User Tools

Site Tools


enforcing_memory_allocation

This is an old revision of the document!


Enforcing Memory Allocation

On the old cluster memory was not treated as a SLURM “consumable resource”. A job could use as much memory as it wanted, and this occasionally led to nodes being run out of memory.

On the new cluster, memory is a SLURM consumable resource. That means that you should be careful to specify how much memory your job needs. By default your job will be allocated 8GB per core that it has requested. By default 1 core is allocated, in which case 8GB of memory would be allocated to your job. If your job attempts to use more than its memory allocation it will be killed by the operating system.

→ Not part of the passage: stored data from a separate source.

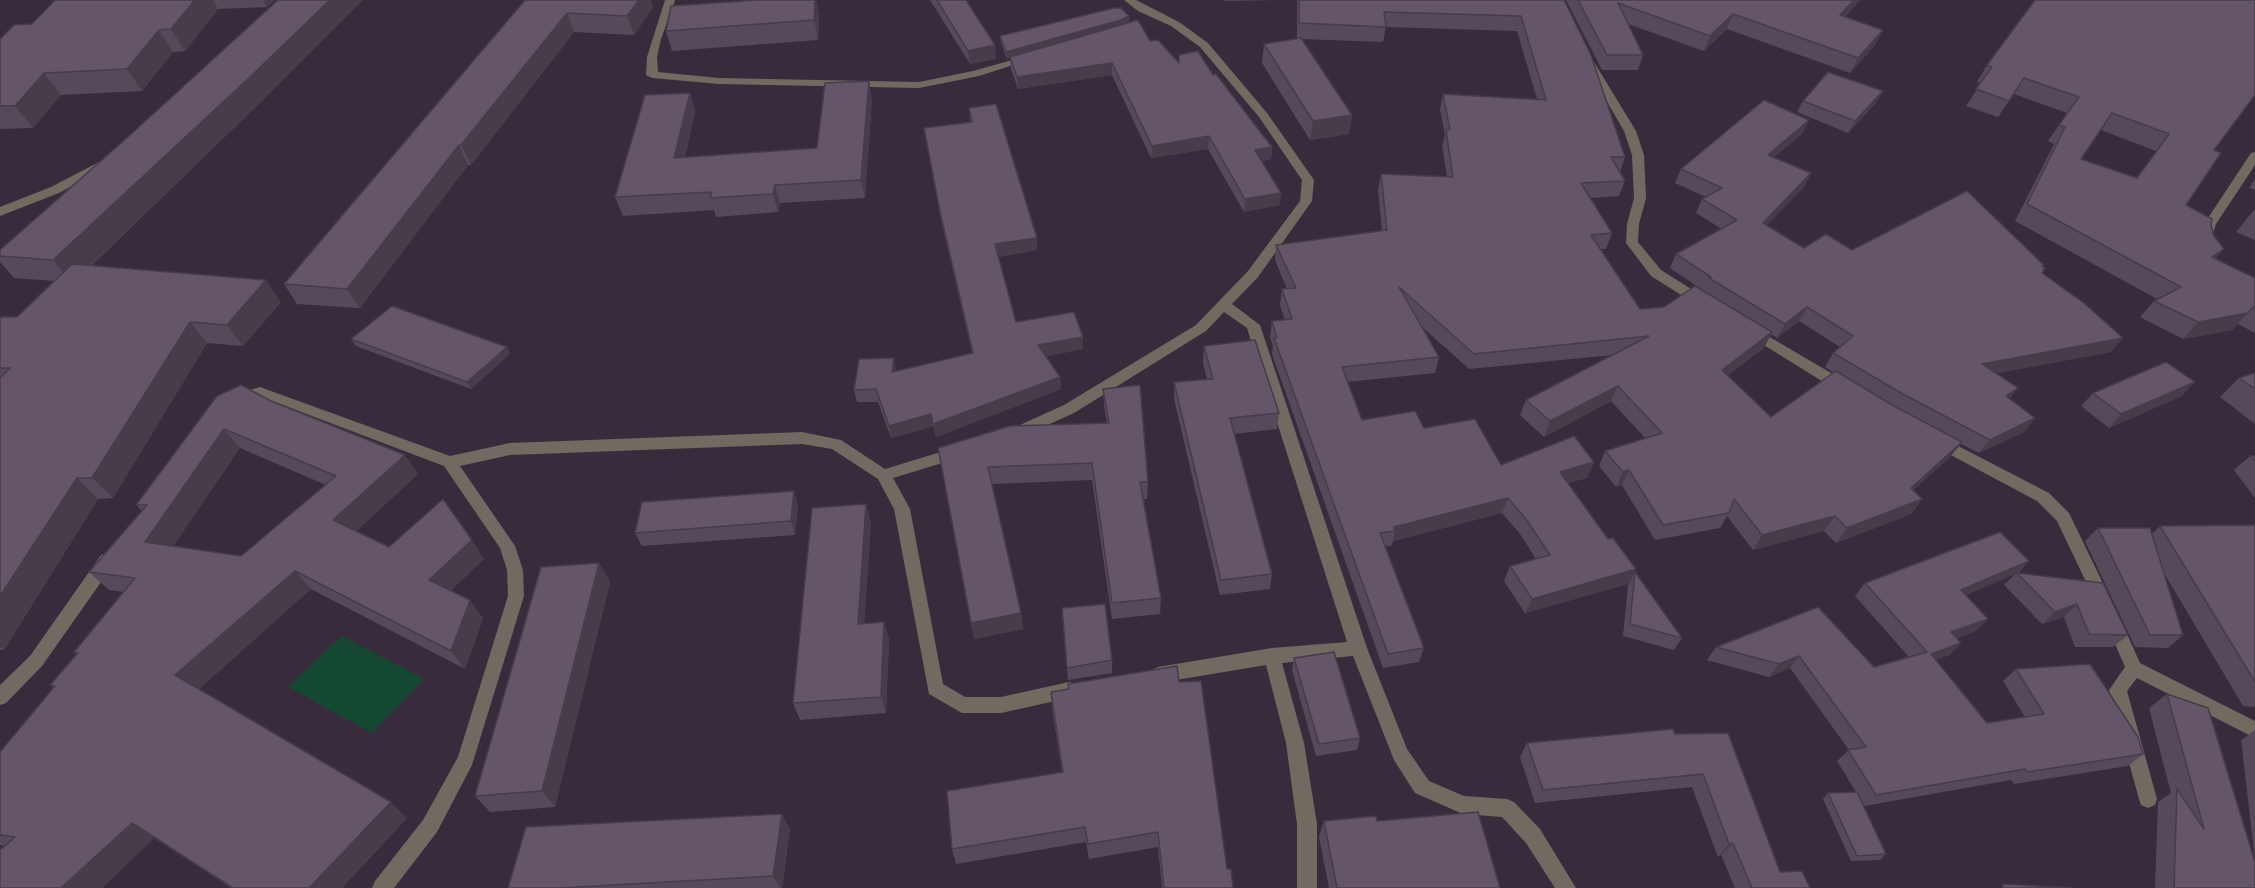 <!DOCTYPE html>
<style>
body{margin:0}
canvas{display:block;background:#382b3c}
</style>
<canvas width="2255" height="888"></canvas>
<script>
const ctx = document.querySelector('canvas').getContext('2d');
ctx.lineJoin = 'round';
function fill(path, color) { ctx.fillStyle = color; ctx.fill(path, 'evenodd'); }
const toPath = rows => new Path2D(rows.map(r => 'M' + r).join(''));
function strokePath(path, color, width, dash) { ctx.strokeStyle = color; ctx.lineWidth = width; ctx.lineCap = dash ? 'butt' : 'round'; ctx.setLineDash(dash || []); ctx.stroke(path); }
fill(toPath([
 [342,636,424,679,372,733,288,687]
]), '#154831');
fill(toPath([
 [665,0,675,0,661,39,657,57,658,72,719,78,919,82,973,71,1030,55,1035,58,979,76,919,88,719,84,652,78,646,75,647,57,665,0],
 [1124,0,1136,0,1179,22,1208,43,1267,113,1314,180,1312,201,1258,277,1232,304,1260,325,1367,648,1407,749,1429,781,1464,796,1507,799,1514,802,1540,829,1576,888,1555,888,1526,843,1502,817,1463,814,1415,793,1394,760,1353,656,1282,663,1304,743,1317,824,1317,888,1297,888,1297,824,1286,743,1266,665,1158,683,1152,680,1149,675,1152,670,1158,667,1272,648,1347,642,1247,328,1224,312,1206,331,1074,413,1019,438,1014,440,1009,438,1007,434,1009,430,1064,405,1196,325,1248,271,1300,201,1302,180,1259,117,1200,47,1171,26,1138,11,1124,0],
 [1589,59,1594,62,1636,131,1644,155,1646,198,1639,224,1638,242,1661,270,1707,299,1709,302,1707,305,1697,305,1651,276,1626,243,1627,224,1634,198,1632,155,1624,131,1584,62,1589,59],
 [2255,152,2255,165,2216,224,2211,240,2210,243,2200,243,2199,240,2204,224,2251,153,2255,152],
 [101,161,105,162,105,168,59,193,0,216,0,207,51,187,101,161],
 [1751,326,1848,383,1850,387,1848,391,1838,391,1746,334,1744,331,1746,328,1751,326],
 [260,387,450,456,510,443,802,432,841,440,885,469,957,447,962,449,965,453,962,457,893,478,910,509,943,684,965,697,1001,697,1069,682,1075,684,1078,690,1075,696,1069,698,1001,713,962,713,929,694,894,509,878,479,832,449,802,444,510,455,460,466,515,546,523,570,524,596,472,765,437,832,394,888,372,888,375,881,423,820,458,757,508,596,507,570,500,548,444,466,275,402,260,397,237,404,230,399,232,395,260,387],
 [1937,435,2049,493,2069,513,2111,600,2109,605,2103,607,2097,605,2057,521,2037,501,1932,445,1930,441,1932,437,1937,435],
 [107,553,113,555,115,560,113,565,42,666,6,703,0,705,0,685,30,656,101,555,107,553],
 [2113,614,2119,616,2140,663,2255,721,2255,738,2137,678,2127,691,2157,799,2155,805,2148,808,2141,805,2139,799,2109,690,2125,667,2105,621,2107,616,2113,614]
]), '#706a61');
fill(toPath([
 [55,0,275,0,267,7,218,9,185,51,173,52,142,91,61,95,33,128,0,129,0,39,32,24],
 [525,0,650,0,653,7,634,35,574,32,471,165,468,165,360,308,297,304,284,284],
 [757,0,816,0,819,15,818,40,672,51,666,31],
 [930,0,966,0,996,59,970,64],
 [1224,0,1278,0,1224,1],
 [1297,0,1564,0,1625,157,1620,172,1625,181,1619,196,1590,198,1612,233,1606,249,1600,249,1640,309,1664,307,1703,290,1670,268,1676,254,1722,229,1696,213,1702,199,1706,197,1675,183,1681,169,1809,120,1802,134,1774,157,1811,173,1804,187,1767,225,1804,248,1852,250,2044,265,2042,273,2111,352,1996,373,2010,399,2035,418,2024,432,1979,453,1961,444,1950,457,1913,490,1922,499,1911,514,1836,543,1824,531,1753,550,1727,516,1720,528,1655,540,1622,485,1616,487,1599,466,1605,451,1646,439,1611,401,1544,437,1520,415,1526,400,1613,355,1469,369,1421,326,1439,357,1435,373,1347,382,1362,420,1424,428,1501,465,1594,462,1587,478,1567,483,1608,539,1636,569,1628,584,1525,613,1504,581,1510,566,1536,559,1520,534,1502,513,1393,541,1391,546,1385,546,1424,648,1419,662,1383,668,1272,354,1273,346,1270,337,1272,321,1285,320,1280,305,1282,289,1287,289,1275,260,1276,245,1382,231,1378,190,1381,174,1447,177,1442,146,1445,135,1440,109,1443,94,1537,99,1517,31,1386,27,1383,42,1301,39,1352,115,1349,134,1310,140,1262,63,1264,44,1300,38,1297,38],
 [1799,321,1840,347,1833,353,1825,367,1834,373,1771,417,1728,375,1764,348,1771,334,1777,338],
 [1566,0,1860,0,1845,17,1875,45,1850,73,1727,29,1704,51,1628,24,1643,55,1638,70,1602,70],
 [2035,0,2214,150,2186,205,2211,225,2216,259,2255,278,2255,333,2238,324,2232,330,2183,339,2140,317,2154,301,2157,299,2015,221,2054,144,2048,141,2067,113,2014,94,1998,117,1966,106,1981,83,1977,82,1987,65],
 [2101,130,2156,151,2136,178,2081,159],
 [1129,22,1150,41,1179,62,1213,75,1272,147,1271,159,1262,161,1280,205,1244,212,1208,149,1151,158,1112,75,1018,89,1011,69,1010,58,1007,59,1001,43,1000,36],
 [690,93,695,111,685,157,817,148,872,99,865,198,780,203,778,212,716,217,714,210,623,216,615,197],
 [264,99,91,266,281,302,243,346,207,343,113,498,98,499,4,650,0,650,0,317,17,317,54,281,14,278,0,262,0,250,129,136],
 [1803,101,1876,103,1848,133,1797,112],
 [969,108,1037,250,998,257,1016,322,1083,337,1083,349,1046,356,1060,377,1061,389,936,437,934,426,891,438,878,402,857,402,854,390,896,371,972,353,942,224,924,128,970,122],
 [2255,179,2255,190,2249,188],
 [2255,209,2255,240,2236,232],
 [351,339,507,347,510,354,471,389,356,346],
 [1204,346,1279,413,1277,429,1234,434,1272,574,1270,589,1220,595,1174,399,1174,382,1207,379,1203,363],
 [2255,373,2255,424,2220,397,2239,378],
 [1103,389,1148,482,1147,499,1143,499,1161,598,1160,614,1112,619,1092,480,992,484,1021,613,1023,629,974,639,938,448,1107,423,1104,406],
 [2093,393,2182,396,2109,428,2081,406],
 [217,396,271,401,418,474,356,531,389,547,484,559,451,590,483,618,465,669,311,589,198,689,407,818,342,888,231,888,154,838,102,888,0,888,4,846,0,845,0,752,54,688,50,685,76,654,74,652,124,592,109,590,89,572,142,511,136,505],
 [240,448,326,485,241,556,173,546],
 [2250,456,2255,456,2255,498,2234,470],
 [798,505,795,535,642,546,635,533],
 [871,522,864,624,884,622,889,640,886,713,800,720,793,703],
 [2255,525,2255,707,2243,706,2164,573,2183,635,2168,648,2135,647,2085,541,2098,528,2152,534,2160,526],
 [2029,561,2018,573,2103,583,2128,635,2113,647,2075,647,2064,617,2042,624,2004,585,2015,574,1966,595,1988,619,1976,631,1957,638,1961,643,1949,655,1936,660,1987,723,2025,717,2003,681,2016,669,2143,754,2128,766,2014,784,2011,780,1864,806,1860,799,1886,854,1880,860,1851,861,1823,799,1828,793,1856,792,1837,761,1849,750,1790,668,1769,677,1707,660,1716,647,1818,607,1874,667,1909,657,1855,596,1865,583],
 [599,563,610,582,555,807,490,812,475,796],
 [1635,572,1682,638,1674,650,1623,636,1628,585],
 [1062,608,1112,660,1112,673,1068,680],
 [1294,658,1360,738,1357,750,1316,756,1292,670],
 [1179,682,1227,869,1233,888,1162,888,1158,847,1089,859,1086,842,956,864,952,849,1062,772,1052,709,1051,692],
 [2167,694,2255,888,2155,888,2158,802,2171,793,2149,708],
 [2255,730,2255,859,2241,740],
 [1675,734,1780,872,1810,888,1735,888,1721,855,1718,857,1692,787,1535,803,1520,757,1527,743],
 [1324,821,1377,821,1500,888,1329,888,1319,837],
 [790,829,782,888,508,888]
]), '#56495a');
fill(toPath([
 [195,0,213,0,218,9,185,51,171,29],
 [263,0,275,0,267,7],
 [330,0,363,0,264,99,72,283,53,260],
 [639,0,650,0,653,7,634,35,627,16],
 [815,0,816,0,819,15,818,40,814,20],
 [1854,0,1860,0,1833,30,1840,15],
 [567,13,574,32,471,165,461,145],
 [1733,14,1727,29,1704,51,1710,36],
 [1129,16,1129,23,1121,27,1007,59,1006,52],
 [159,30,173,52,142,91,127,69],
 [1883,30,1875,45,1850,73,1858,58],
 [995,45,996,59,970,64,968,51],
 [1112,63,1112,75,1018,89,1017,77],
 [44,73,61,95,33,128,15,106],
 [869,81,872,99,865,198,861,180],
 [1883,91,1876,103,1848,133,1855,121],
 [690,93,695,111,680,176,674,158],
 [1352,115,1349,134,1310,140,1313,121],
 [1809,120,1802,134,1761,168,1768,155],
 [1209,136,1208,149,1151,158,1152,146],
 [459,145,468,165,360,308,347,289],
 [1272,147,1271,159,1254,162,1255,150],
 [1811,173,1804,187,1756,236,1763,223],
 [775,185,780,203,778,212,773,194],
 [1281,193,1280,205,1244,212,1245,199],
 [1037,238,1037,250,997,257,995,244],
 [2224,249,2210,266,2212,257],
 [266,280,281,302,243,346,227,325],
 [1807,307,1799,321,1777,338,1785,324],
 [2248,313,2232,330,2183,339,2198,322],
 [190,322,207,343,113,498,92,478],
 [1772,332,1764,348,1714,385,1722,370],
 [1083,337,1083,349,1039,358,1038,345],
 [2123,338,2111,352,1972,378,1982,364],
 [507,347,510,354,471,389,467,382],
 [894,358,896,370,895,385,892,372],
 [1060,377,1061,389,936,437,933,424],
 [2195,382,2182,396,2109,428,2121,414],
 [1618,386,1611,401,1544,437,1550,421],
 [2018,388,2007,402,2006,396],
 [931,414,934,426,891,438,889,426],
 [2035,418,2024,432,1979,453,1990,440],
 [224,429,240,448,164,560,145,542],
 [1962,442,1950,457,1899,503,1911,488],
 [405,455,418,474,348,539,333,520],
 [1594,462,1587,478,1553,487,1560,472],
 [1629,470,1622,485,1616,487,1623,472],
 [77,478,98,499,4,650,0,647,0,596],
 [794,491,798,505,795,535,791,521],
 [1508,498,1502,513,1393,541,1395,531,1394,527],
 [1922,499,1911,514,1836,543,1847,528],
 [866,504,871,522,863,642,858,624],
 [1835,516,1824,531,1753,550,1762,535],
 [472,540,484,559,443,598,429,580],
 [2029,561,2015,574,1949,602,1961,590],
 [599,563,610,582,555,807,542,791],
 [1636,569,1628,584,1525,613,1532,599],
 [295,571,311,589,195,693,175,675],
 [470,600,483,618,465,669,451,651],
 [2077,604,2064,617,2042,624,2055,612],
 [1021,613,1023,629,974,639,971,623],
 [1988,619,1976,631,1939,644,1951,632],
 [884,622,889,640,886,713,881,697],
 [1961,643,1949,655,1919,667,1931,654],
 [1799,656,1790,668,1769,677,1779,664],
 [391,802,407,818,342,888,309,888],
 [782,814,790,829,782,888,780,888,773,876],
 [132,823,154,838,102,888,61,888],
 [1733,843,1721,855,1718,857,1729,844]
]), '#463c4a');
const building = toPath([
 [55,0,195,0,171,29,159,30,127,69,44,73,15,106,0,106,0,39,14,25,32,24,55,0],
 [278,0,330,0,250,77,53,260,0,256,0,250,129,136,278,0],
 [525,0,639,0,627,16,567,13,461,145,459,145,347,289,284,284,525,0],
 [757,0,815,0,814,20,666,31,671,6,757,0],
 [937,0,966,0,995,45,968,51,937,0],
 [1299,0,1564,0,1591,55,1625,157,1611,157,1625,181,1581,183,1612,233,1591,235,1640,309,1664,307,1695,286,1772,332,1722,370,1771,417,1836,371,1892,405,1962,442,1911,488,1922,499,1847,528,1835,516,1762,535,1734,499,1729,513,1663,525,1629,470,1623,472,1605,451,1662,433,1618,386,1550,421,1526,400,1649,336,1474,354,1399,287,1439,357,1342,367,1362,420,1415,411,1424,428,1475,419,1501,465,1574,436,1594,462,1560,472,1608,539,1613,538,1636,569,1532,599,1510,566,1550,555,1526,519,1508,498,1394,527,1395,531,1380,533,1424,648,1388,654,1274,338,1277,338,1272,321,1292,319,1282,289,1296,288,1276,245,1387,230,1381,174,1453,177,1446,130,1450,130,1443,94,1546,100,1521,16,1384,12,1386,27,1299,23,1299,0],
 [1578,0,1854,0,1840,15,1883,30,1858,58,1733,14,1710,36,1618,3,1643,55,1607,55,1578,0],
 [2035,0,2255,0,2255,95,2214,150,2221,153,2186,205,2212,219,2211,225,2214,236,2224,249,2212,257,2255,278,2255,308,2253,307,2248,313,2198,322,2154,301,2181,287,2027,204,2065,127,2059,125,2079,97,2024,78,2009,101,1976,89,1992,67,1987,65,2035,0],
 [2112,113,2169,134,2137,178,2081,159,2112,113],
 [1114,8,1121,8,1129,16,1121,20,1006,52,1000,36,1114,8],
 [1138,20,1150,41,1158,40,1179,63,1179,55,1198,51,1213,75,1216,74,1272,147,1255,150,1281,193,1245,199,1209,136,1152,146,1112,63,1017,77,1010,57,1138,20],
 [1301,38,1352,115,1313,121,1264,44,1301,38],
 [1828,72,1883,91,1855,121,1803,101,1828,72],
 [869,81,861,180,775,185,773,194,710,198,712,192,615,197,645,95,690,93,674,158,817,148,825,83,869,81],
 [1764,100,1809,120,1768,155,1811,173,1763,223,1804,248,1826,234,1852,250,1967,191,2044,265,2042,266,2045,268,2042,273,2084,303,2123,338,1982,364,2018,388,2006,396,2035,418,1990,440,1903,394,1833,353,1853,336,1807,307,1785,324,1709,278,1711,277,1676,254,1737,220,1702,199,1722,188,1681,169,1764,100],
 [996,104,1037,238,995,244,1016,322,1074,312,1083,337,1038,345,1060,377,933,424,931,414,889,426,876,389,854,390,859,359,894,358,892,372,973,353,940,212,924,128,972,122,969,108,996,104],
 [72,264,266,280,227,325,190,322,92,478,77,478,0,596,0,378,10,368,0,368,0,317,17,317,72,264],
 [392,306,507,347,467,382,351,339,392,306],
 [1255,340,1279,413,1230,418,1272,574,1221,580,1174,382,1213,379,1204,346,1255,340],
 [2166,362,2195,382,2121,414,2093,393,2166,362],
 [2255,373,2255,389,2239,378,2255,373],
 [241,385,271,401,405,455,333,520,389,547,443,499,472,540,429,580,470,600,451,651,295,571,175,675,391,802,309,888,233,888,132,823,61,888,0,888,0,850,15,837,0,835,0,752,55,686,50,685,78,653,74,652,135,578,89,572,147,505,136,505,217,396,241,385],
 [224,429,336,476,241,556,145,542,224,429],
 [1140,385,1148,482,1140,482,1161,598,1112,603,1092,463,988,467,1021,613,971,623,938,448,1010,426,1109,423,1103,389,1140,385],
 [2250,456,2255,456,2255,462,2250,456],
 [794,491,791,521,635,533,642,502,794,491],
 [866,504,858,624,884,622,881,697,793,703,812,508,866,504],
 [2255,525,2255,682,2160,526,2255,525],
 [2098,528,2150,528,2183,635,2150,635,2098,528],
 [2000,532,2029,561,1961,590,1988,619,1951,632,1961,643,1931,654,1987,723,2044,714,2016,669,2090,664,2138,737,2143,754,2027,772,2025,769,1876,795,1848,750,1866,747,1799,656,1779,664,1716,647,1818,607,1874,667,1927,652,1865,583,2000,532],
 [599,563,542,791,475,796,541,567,599,563],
 [1635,572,1682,638,1630,624,1635,572],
 [2017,573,2103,583,2128,635,2089,634,2077,604,2055,612,2017,573],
 [1105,604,1112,660,1067,668,1062,608,1105,604],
 [1334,652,1360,738,1319,744,1294,658,1334,652],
 [1177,666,1179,682,1201,681,1227,869,1231,869,1233,888,1164,888,1158,832,1088,844,1085,827,952,849,947,791,1063,772,1051,692,1069,689,1068,684,1177,666],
 [2167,694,2208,708,2255,862,2255,888,2174,888,2177,789,2204,829,2167,694],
 [1673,729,1675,734,1728,733,1780,872,1802,871,1810,888,1752,888,1733,843,1729,844,1703,774,1543,790,1527,743,1673,729],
 [1857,792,1886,854,1857,856,1828,793,1857,792],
 [1478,812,1500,888,1337,888,1324,821,1376,816,1377,821,1478,812],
 [782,814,773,876,560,888,508,888,526,827,782,814],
 [2002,884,2073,888,2003,888,2002,884]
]);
fill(building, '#645569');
strokePath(building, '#463c4a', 1.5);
</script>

You can change the amount of memory your job is allocated using either the “–mem” option, or the “–mem-per-cpu” option on sbatch.

If you have previously run jobs on the old cluster, you can find out how much memory they used using the sacct command. You can either find the job id of a completed job on the old cluster (perhaps from the slurm-NNNNN.out file name) and then run a command like this:

sacct -j NNNNN -o elapsed,MaxRSS

Or you can use your user name and the job name (which defaults to the name of the script you submitted) and get a list of all jobs with the same name as follows. This particular command looks for jobs starting from Jan 1st 2020 (the default start time is the most recent midnight, so you likely will want to specify this option).

sacct –user=chris – -S 2020-01-01 –name=myscript.bash –format=JobID,AllocCPUS,elapsed,MaxRSS

The output of this command could be parsed to get the maximum amount of memory used by this particular type of job). (If you use the same script name for multiple different jobs, this will mix them up.)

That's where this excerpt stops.